Classic Hollywood/Hollywood's Golden Age
#46
Posted 05 October 2007 - 09:08 AM
Problem # 1 is the muddled tone of the movie. The Roberts character was very unsympathetic at times (she is, after all, trying to steal another woman's fiance) but, since this was a Julia Roberts movie and audiences were paying to see her as a romantic lead, the movie never lets her become too unsympathetic. The result is a very muddled tone.
Problem # 2 is Dermot Mulroney as the male lead. You know a romantic comedy has a problem when the female lead (Roberts) has more romantic chemistry with the gay supporting character (Rupert Everett) than she does with the ostensible straight male lead (Mulroney).
I actually think a more interesting movie would have had Roberts forced to choose between a boring -- but sexual -- relationship with Mulroney and a lively -- but platonic -- relationship with Everett. (Everett actually made a movie -- The Next Best Thing -- somewhat along these lines with Madonna.)

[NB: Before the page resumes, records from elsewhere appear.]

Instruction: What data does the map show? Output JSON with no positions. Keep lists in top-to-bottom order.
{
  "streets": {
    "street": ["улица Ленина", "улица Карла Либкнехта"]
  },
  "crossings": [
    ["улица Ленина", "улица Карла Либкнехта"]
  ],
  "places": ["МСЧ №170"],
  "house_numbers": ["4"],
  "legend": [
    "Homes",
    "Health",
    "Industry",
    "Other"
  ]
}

On another front, here's another name from the past who was big in her day but is virtually unknown today: Norma Shearer. Joan Crawford always complained that Shearer got the best parts when they were co-workers at M-G-M but Crawford ended up getting the better of Shearer in the long run. Crawford is talked about to this day but Shearer is all but forgotten.
#47
Posted 05 October 2007 - 11:08 AM
That's kind of sad isn't it? It certainly makes the career choices of someone like Helen Mirren, who trained in theater and went back-and-forth between stage and screen, seem both self-preservatory and sensible.
Michelle Pfeiffer is 49 or 50 and shows no sign of literally slowing down, even if she went a couple of years without making a film. There are dozens more, help me remember them. Whether they really improve with age may be the more pertinent concern in this historic period. I think that the days when stars faded based on their beauty and glamour have pretty much passed. Any thoughts on that? this is pretty general and rough, I haven't thought it through that deeply.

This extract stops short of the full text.